Ghana is being urged to seize a multi-million-dollar opportunity in Africa’s fast-growing beauty industry by transforming itself from a major importer of cosmetics into a manufacturing and distribution powerhouse for the West African market.
Industry players say the country’s strategic location, stable business environment and access to the 400-million-consumer ECOWAS market give it a natural advantage to become the region’s beauty and personal care production hub.
The call comes as Ghana continues to spend more than $8 million every month importing cosmetics, skincare products, perfumes, haircare items and other personal care products, a trend that underscores both the strength of local demand and the scale of the untapped manufacturing opportunity.

Speaking at the opening of the 10th Beauty, Cosmetics and Wellness West Africa – The Legacy Expo 2026 in Accra, Director of ACE Events, Praveen Singh, said the country was strategically positioned to capture a much larger share of Africa’s expanding beauty economy.
“Imports of cosmetics, perfumes, skincare, haircare and personal care products continue to grow steadily, with monthly imports of beauty and cosmetic products regularly exceeding $8 million, demonstrating strong market demand and consumption,” he said.
But beyond the import figures lies a bigger economic question: why should Ghana continue to import products that could potentially be manufactured locally and exported across the region?
According to Mr. Singh, Ghana has all the ingredients needed to become a beauty industry gateway for West Africa, serving as a production base, logistics centre and export platform for regional markets.
“Ghana stands at the centre of this transformation, serving as a strategic gateway to the ECOWAS region and a consumer market of more than 400 million people,” he said.
His remarks come at a time when Africa’s beauty and personal care sector is emerging as one of the continent’s fastest-growing consumer industries, driven by rapid urbanisation, rising incomes, a youthful population and growing spending on personal grooming, wellness and skincare.
For Ghana, industry stakeholders believe the opportunity extends far beyond retail sales.

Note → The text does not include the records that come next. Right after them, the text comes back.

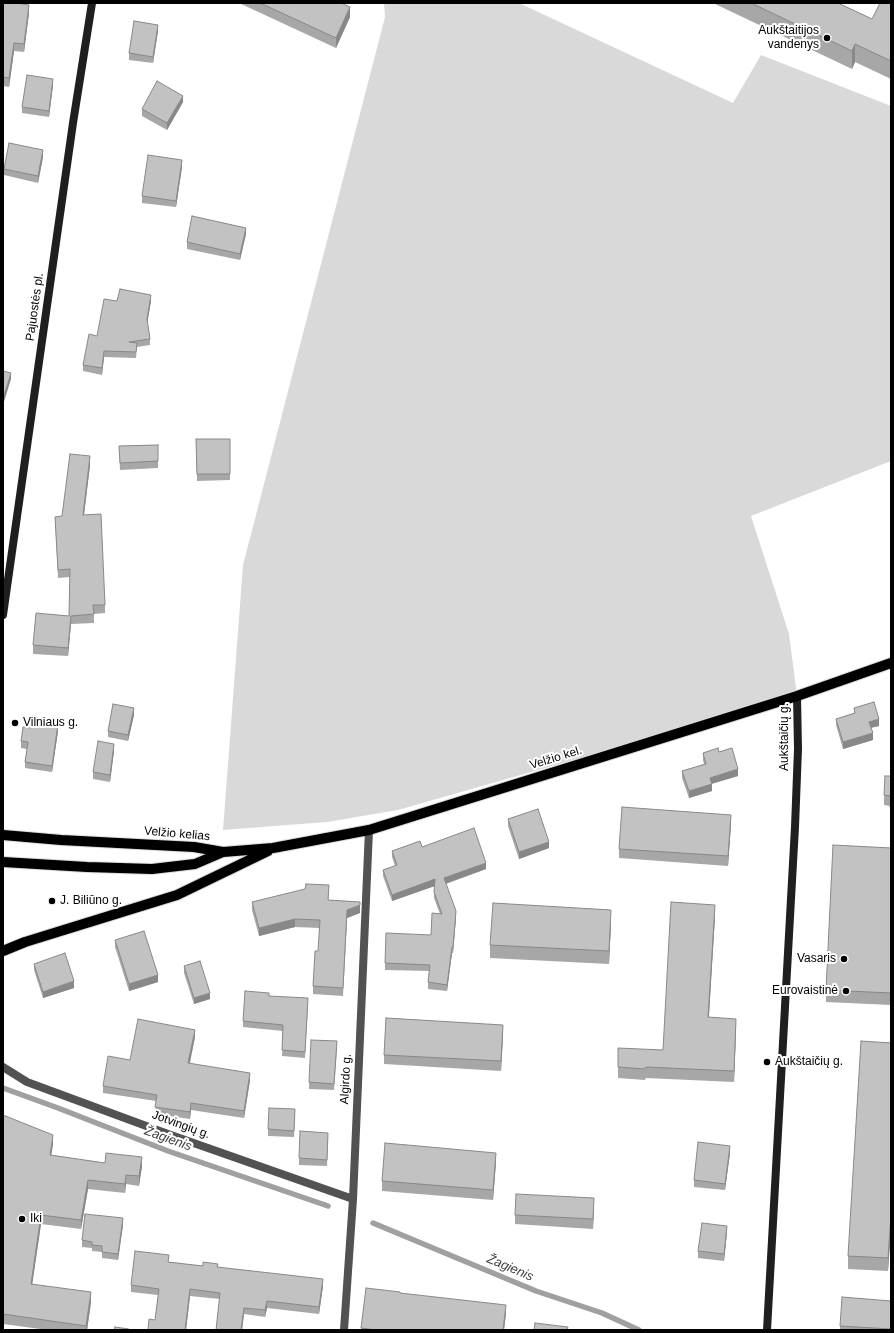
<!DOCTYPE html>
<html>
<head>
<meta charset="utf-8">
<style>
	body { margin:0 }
	#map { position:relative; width:894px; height:1333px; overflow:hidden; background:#fff; font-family:Arial,sans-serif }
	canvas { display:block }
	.frame { position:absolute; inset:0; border:4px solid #000; pointer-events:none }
</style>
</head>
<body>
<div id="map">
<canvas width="894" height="1333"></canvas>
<div class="frame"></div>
</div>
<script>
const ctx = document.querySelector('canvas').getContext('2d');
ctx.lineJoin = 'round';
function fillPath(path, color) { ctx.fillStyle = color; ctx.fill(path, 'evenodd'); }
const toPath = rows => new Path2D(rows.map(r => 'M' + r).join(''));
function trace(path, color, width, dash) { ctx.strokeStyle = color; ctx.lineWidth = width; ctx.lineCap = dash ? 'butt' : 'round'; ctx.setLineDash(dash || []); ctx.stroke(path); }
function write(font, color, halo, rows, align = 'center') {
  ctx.font = font + ' Arial,sans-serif'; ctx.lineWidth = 4; ctx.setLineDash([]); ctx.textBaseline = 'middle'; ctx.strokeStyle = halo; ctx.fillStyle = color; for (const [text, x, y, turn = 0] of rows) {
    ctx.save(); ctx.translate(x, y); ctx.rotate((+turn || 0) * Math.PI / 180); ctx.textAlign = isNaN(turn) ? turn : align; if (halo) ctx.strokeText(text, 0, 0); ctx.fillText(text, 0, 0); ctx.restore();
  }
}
const green = toPath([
	[384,3,519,3,733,103,761,55,891,106,891,461,751,516,789,634,797,696,398,810,327,822,223,830,243,565,385,17]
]);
const stream = toPath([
	[3,1088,58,1108,168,1151,328,1206],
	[373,1223,536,1291,602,1313,639,1330]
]);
const minor = toPath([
	[3,1067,27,1082,168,1134,353,1199],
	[344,1330,353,1199,369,830]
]);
const secondary = toPath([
	[3,615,73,123,92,3],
	[767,1330,795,827,798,749,797,696]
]);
const primary = toPath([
	[3,835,61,840,194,847,223,852,273,848,369,830,797,696,891,663],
	[3,862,87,867,152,869,195,864,223,852],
	[3,951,25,942,177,895,268,851]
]);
const wall = toPath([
	[3,3,29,13,24,52,14,51,9,87,3,86],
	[239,3,341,3,350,17,336,48],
	[713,3,838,3,872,19,891,3,891,79,855,62,852,69],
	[158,31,153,63,129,60,129,53],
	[53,85,49,117,22,113,22,107],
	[183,102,167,130,142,116,142,109],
	[43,157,38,183,4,175,4,169],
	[182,167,176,207,142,203,142,196],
	[246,234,240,260,187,249,187,242],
	[117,301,151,301,147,322,150,339,150,345,137,347,136,358,104,357,102,375,83,371,83,365,97,336],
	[196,439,230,439,230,480,197,481],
	[158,445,158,468,120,470,119,446],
	[90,465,84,515,105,605,105,613,94,614,94,623,71,624,68,656,33,654,33,645,69,616,70,577,58,578,55,517,62,516],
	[854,708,879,726,871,728,873,740,843,749,836,725,836,719,854,713],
	[134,715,128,741,108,737,108,731],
	[58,731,52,772,25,768,25,762,27,749,21,748,21,741],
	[114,751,110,782,93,779,93,772],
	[719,752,738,776,712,784,712,791,689,798,682,778,682,771,704,764,703,760,703,753],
	[891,776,891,817,890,817,890,806,884,805,884,795],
	[508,819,549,848,519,859,508,826],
	[731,824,728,866,619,858,619,849],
	[422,847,486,869,446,884,456,917,453,953,452,953,447,991,428,989,428,982,429,971,385,970,385,963,431,935,440,914,434,898,434,886,392,901,383,876,383,870,395,866,392,857,392,851],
	[891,848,891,1005,826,1002,826,990],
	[329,893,328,900,360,902,360,913,347,918,343,996,313,994,313,986,318,951,320,928,295,927,259,936,252,910,252,902],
	[715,916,709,1017,736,1030,734,1082,646,1078,645,1080,618,1078,618,1067,663,1050],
	[611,923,609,964,490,958,490,945],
	[115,940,158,982,129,991,115,947],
	[34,964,74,988,43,998,34,970],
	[184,966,210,999,194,1004,184,973],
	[269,996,308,1004,305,1058,282,1056,283,1031,243,1027,243,1021],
	[503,1035,501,1071,384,1064,384,1055],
	[195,1037,190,1063,250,1080,244,1118,191,1110,190,1119,155,1114,156,1101,103,1093,103,1086,130,1060],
	[891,1043,891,1228,888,1271,848,1269,848,1256],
	[337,1048,334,1090,309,1089,309,1082],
	[3,1115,53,1144,51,1155,105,1163,142,1166,139,1186,126,1184,125,1193,88,1189,81,1229,41,1224,32,1284,91,1302,87,1330,48,1330,3,1324],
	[295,1116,294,1137,268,1136,268,1129],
	[328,1139,327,1166,299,1165,299,1158],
	[730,1153,725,1190,694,1187,694,1180],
	[496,1162,493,1200,382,1191,382,1181],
	[594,1208,593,1229,515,1224,515,1215],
	[123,1225,118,1260,102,1258,102,1252,92,1251,92,1248,82,1247,82,1240],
	[727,1232,724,1261,698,1258,698,1251],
	[169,1262,203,1266,218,1267,323,1286,319,1314,267,1308,265,1317,244,1314,242,1330,216,1330,220,1299,190,1296,186,1330,148,1330,155,1320,158,1295,131,1292,131,1285],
	[400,1293,506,1313,504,1330,361,1330,361,1328],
	[891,1301,891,1330,840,1330,840,1326]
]);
const shadedWall = toPath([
	[29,5,29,13,24,52,24,44],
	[350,7,350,17,336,48,336,38],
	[158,25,158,31,153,63,153,57],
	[14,43,14,51,9,87,9,78],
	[855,44,855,62,852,69,852,51],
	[53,79,53,85,49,117,49,111],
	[183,96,183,102,167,130,167,123],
	[43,150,43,157,38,183,38,176],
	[182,160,182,167,176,207,176,201],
	[246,228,246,234,240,260,240,254],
	[151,295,151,301,147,325,147,319],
	[104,351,104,357,102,375,102,368],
	[11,373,11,379,3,405,3,399],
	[90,456,90,465,83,523,83,515],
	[71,616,71,624,68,656,68,648],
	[134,708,134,715,128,741,128,735],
	[879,719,879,726,869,728,869,722],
	[58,724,58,731,52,772,52,766],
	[873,733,873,740,843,749,843,742],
	[114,744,114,751,110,782,110,775],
	[738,769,738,776,710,784,710,778],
	[712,784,712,791,689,798,689,791],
	[731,815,731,824,728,866,728,856],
	[549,842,549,848,519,859,519,852],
	[486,863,486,869,444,884,444,878],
	[435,879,435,886,392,901,392,895],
	[360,905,360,913,347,918,343,996,347,910],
	[715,905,715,916,708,1029,708,1017],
	[611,910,611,923,609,964,609,951],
	[456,911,456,917,453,953,453,947],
	[295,919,295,927,259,936,259,928],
	[452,947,452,953,447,991,447,985],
	[158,975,158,982,129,991,129,984],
	[74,981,74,988,43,998,43,992],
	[210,993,210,999,194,1004,194,998],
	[736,1019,736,1030,734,1082,734,1071],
	[503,1025,503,1035,501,1071,501,1061],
	[195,1030,195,1037,188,1070,188,1063],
	[250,1073,250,1080,244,1118,244,1111],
	[191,1103,191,1110,190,1119,190,1112],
	[53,1135,53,1144,50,1164,50,1155],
	[730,1146,730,1153,725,1190,725,1184],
	[496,1153,496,1162,493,1200,493,1190],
	[142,1157,142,1166,139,1186,139,1176],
	[126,1175,126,1184,125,1193,125,1184],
	[88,1180,88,1189,81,1229,81,1220],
	[594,1198,594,1208,593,1229,593,1219],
	[41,1215,41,1224,31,1293,31,1284],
	[891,1215,891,1228,888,1271,888,1258],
	[123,1218,123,1225,118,1260,118,1254],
	[727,1226,727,1232,724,1261,724,1254],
	[323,1279,323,1286,319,1314,319,1307],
	[190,1289,190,1296,186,1330,185,1330],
	[91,1292,91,1302,87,1330,86,1330,86,1326],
	[267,1301,267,1308,265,1317,265,1310],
	[506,1305,506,1313,504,1330,503,1330],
	[244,1308,244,1314,242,1330,241,1330]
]);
const building = toPath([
	[3,3,16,3,29,5,24,44,14,43,9,78,3,77,3,3],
	[260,3,341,3,350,7,336,38,260,3],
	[751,3,838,3,872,19,880,3,891,3,891,61,855,44,852,51,751,3],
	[134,21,158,25,153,57,129,53,134,21],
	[27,75,53,79,49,111,22,107,27,75],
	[157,81,183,96,167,123,142,109,157,81],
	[9,143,43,150,38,176,4,169,9,143],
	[148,155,182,160,176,201,142,196,148,155],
	[192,216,246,228,240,254,187,242,192,216],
	[120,289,151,295,147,319,150,339,129,342,137,343,136,352,104,351,102,368,83,365,89,334,97,336,104,299,117,301,120,289],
	[3,371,11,373,3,399,3,371],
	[196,439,230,439,230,474,197,474,196,439],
	[158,445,158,461,120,463,119,446,158,445],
	[70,454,90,456,83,515,101,514,105,605,93,605,94,614,71,616,68,648,33,645,36,613,69,616,70,569,58,570,55,517,62,516,70,454],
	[874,702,879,719,869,722,873,733,843,742,836,719,855,713,854,708,874,702],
	[113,704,134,708,128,735,108,731,113,704],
	[32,720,58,724,52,766,25,762,28,742,21,741,23,727,31,728,32,720],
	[98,741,114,744,110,775,93,772,98,741],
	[718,748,719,752,732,748,738,769,710,778,712,784,689,791,682,771,706,764,703,753,718,748],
	[885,776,891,776,891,807,890,807,891,796,884,795,885,776],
	[622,807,731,815,728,856,619,849,622,807],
	[538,809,549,842,519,852,508,819,538,809],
	[474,828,486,863,444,878,456,911,453,947,452,947,447,985,428,982,430,965,385,963,386,933,431,935,432,913,442,914,434,892,435,879,392,895,383,870,397,865,392,851,420,841,422,847,474,828],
	[833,845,891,848,891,993,826,990,833,845],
	[306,884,329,885,328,900,360,902,360,905,347,910,343,988,313,986,315,951,318,951,320,920,295,919,259,928,252,902,305,889,306,884],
	[671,902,715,905,708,1017,736,1019,734,1071,646,1067,645,1069,618,1067,618,1048,663,1050,671,902],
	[493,903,611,910,609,951,490,945,493,903],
	[144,931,158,975,129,984,115,940,144,931],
	[65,953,74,981,43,992,34,964,65,953],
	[200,961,210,993,194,998,184,966,200,961],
	[245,991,269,993,269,996,308,998,305,1052,282,1050,283,1025,243,1021,245,991],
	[386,1018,503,1025,501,1061,384,1055,386,1018],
	[138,1019,195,1030,188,1063,250,1073,244,1111,191,1103,190,1112,155,1107,157,1095,103,1086,108,1056,130,1060,138,1019],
	[311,1040,337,1041,334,1084,309,1082,311,1040],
	[861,1041,891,1043,891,1215,888,1258,848,1256,861,1041],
	[269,1108,295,1109,294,1131,268,1129,269,1108],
	[3,1115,53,1135,50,1155,105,1163,106,1153,142,1157,139,1176,126,1175,125,1184,88,1180,81,1220,41,1215,31,1284,91,1292,86,1326,3,1314,3,1115],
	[300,1131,328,1133,327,1160,299,1158,300,1131],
	[698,1142,730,1146,725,1184,694,1180,698,1142],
	[385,1143,496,1153,493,1190,382,1181,385,1143],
	[516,1194,594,1198,593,1219,515,1215,516,1194],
	[85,1214,123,1218,118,1254,102,1252,102,1246,92,1245,92,1242,82,1240,85,1214],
	[702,1223,727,1226,724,1254,698,1251,702,1223],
	[135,1251,169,1255,168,1262,203,1266,203,1262,218,1264,217,1267,323,1279,319,1307,267,1301,265,1310,244,1308,241,1330,216,1330,220,1293,190,1289,185,1330,148,1330,149,1319,155,1320,159,1289,131,1285,135,1251],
	[366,1288,400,1292,400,1293,506,1305,503,1330,376,1330,361,1328,366,1288],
	[842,1297,891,1301,891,1329,840,1326,842,1297],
	[535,1323,568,1327,567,1330,534,1330,535,1323],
	[115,1327,129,1329,129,1330,114,1330,115,1327]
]);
const markers = [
	[827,38,4,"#000"],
	[15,723,4,"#000"],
	[52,901,4,"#000"],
	[844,959,4,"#000"],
	[846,991,4,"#000"],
	[767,1062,4,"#000"],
	[22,1219,4,"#000"]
];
const poiNames = [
	["Aukštaitijos",819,31,"right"],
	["vandenys",819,45,"right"],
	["Vilniaus g.",23,723],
	["J. Biliūno g.",60,901],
	["Vasaris",836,959,"right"],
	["Eurovaistinė",838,991,"right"],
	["Aukštaičių g.",775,1062],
	["Iki",30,1219]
];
const streetNames = [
	["Pajuostės pl.",35,307,-82],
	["Aukštaičių g.",785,737,-90],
	["Velžio kel.",556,758,-17],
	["Velžio kelias",177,834,5],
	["Algirdo g.",346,1079,-87],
	["Jotvingių g.",181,1125,20]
];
const waterNames = [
	["Žagienis",168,1139,20],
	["Žagienis",510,1268,23]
];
fillPath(green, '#d9d9d9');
trace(stream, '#a0a0a0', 5.5);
trace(primary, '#dbdbdb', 12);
trace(minor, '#525252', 8);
trace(secondary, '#1f1f1f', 8);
trace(primary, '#000', 10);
fillPath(wall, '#a7a7a7');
fillPath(shadedWall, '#888');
fillPath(building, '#c2c2c2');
trace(building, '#888', 1);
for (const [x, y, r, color] of markers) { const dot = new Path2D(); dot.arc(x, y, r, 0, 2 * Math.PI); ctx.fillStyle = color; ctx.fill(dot); trace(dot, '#fff', 1.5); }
write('12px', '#000', '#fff', poiNames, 'left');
write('12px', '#000', '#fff', streetNames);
write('italic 13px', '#414141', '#fff', waterNames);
</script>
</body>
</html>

Developing local manufacturing capacity could help conserve foreign exchange, create thousands of jobs, deepen industrialisation and position Ghanaian brands to compete across the continent under the African Continental Free Trade Area (AfCFTA).
The vision is to move Ghana higher up the value chain—from a destination for imported beauty products to a centre where products are formulated, manufactured, packaged and distributed to neighbouring markets.
Mr. Singh noted that increasing trade flows, stronger regional integration and growing investor interest are creating favourable conditions for businesses willing to invest in the sector.
He called for greater investment in local production, innovation and value addition, arguing that Ghanaian entrepreneurs and manufacturers must be positioned to capture a larger share of the industry’s future growth.
The three-day Beauty, Cosmetics and Wellness West Africa – The Legacy Expo 2026, organised by ACE Group in partnership with Makeup Ghana, has brought together exhibitors, investors, distributors and beauty professionals from across Africa and beyond.
Organisers expect more than 400 business-to-business meetings during the event, potentially leading to new partnerships, distribution agreements and investment deals.
Mr. Singh also highlighted the Beauty Cosmetics and Wellness West Africa Host Buyer Programme, describing it as one of Africa’s largest networking platforms connecting buyers and sellers within the beauty industry.
As demand for beauty products continues to surge across Africa, stakeholders say the real opportunity for Ghana is no longer in consuming imported brands but in becoming the factory floor, innovation centre and distribution gateway for a regional industry worth billions of dollars.
For a country seeking new avenues for industrial growth and export diversification, the beauty industry may be emerging as an unlikely but potentially lucrative frontier.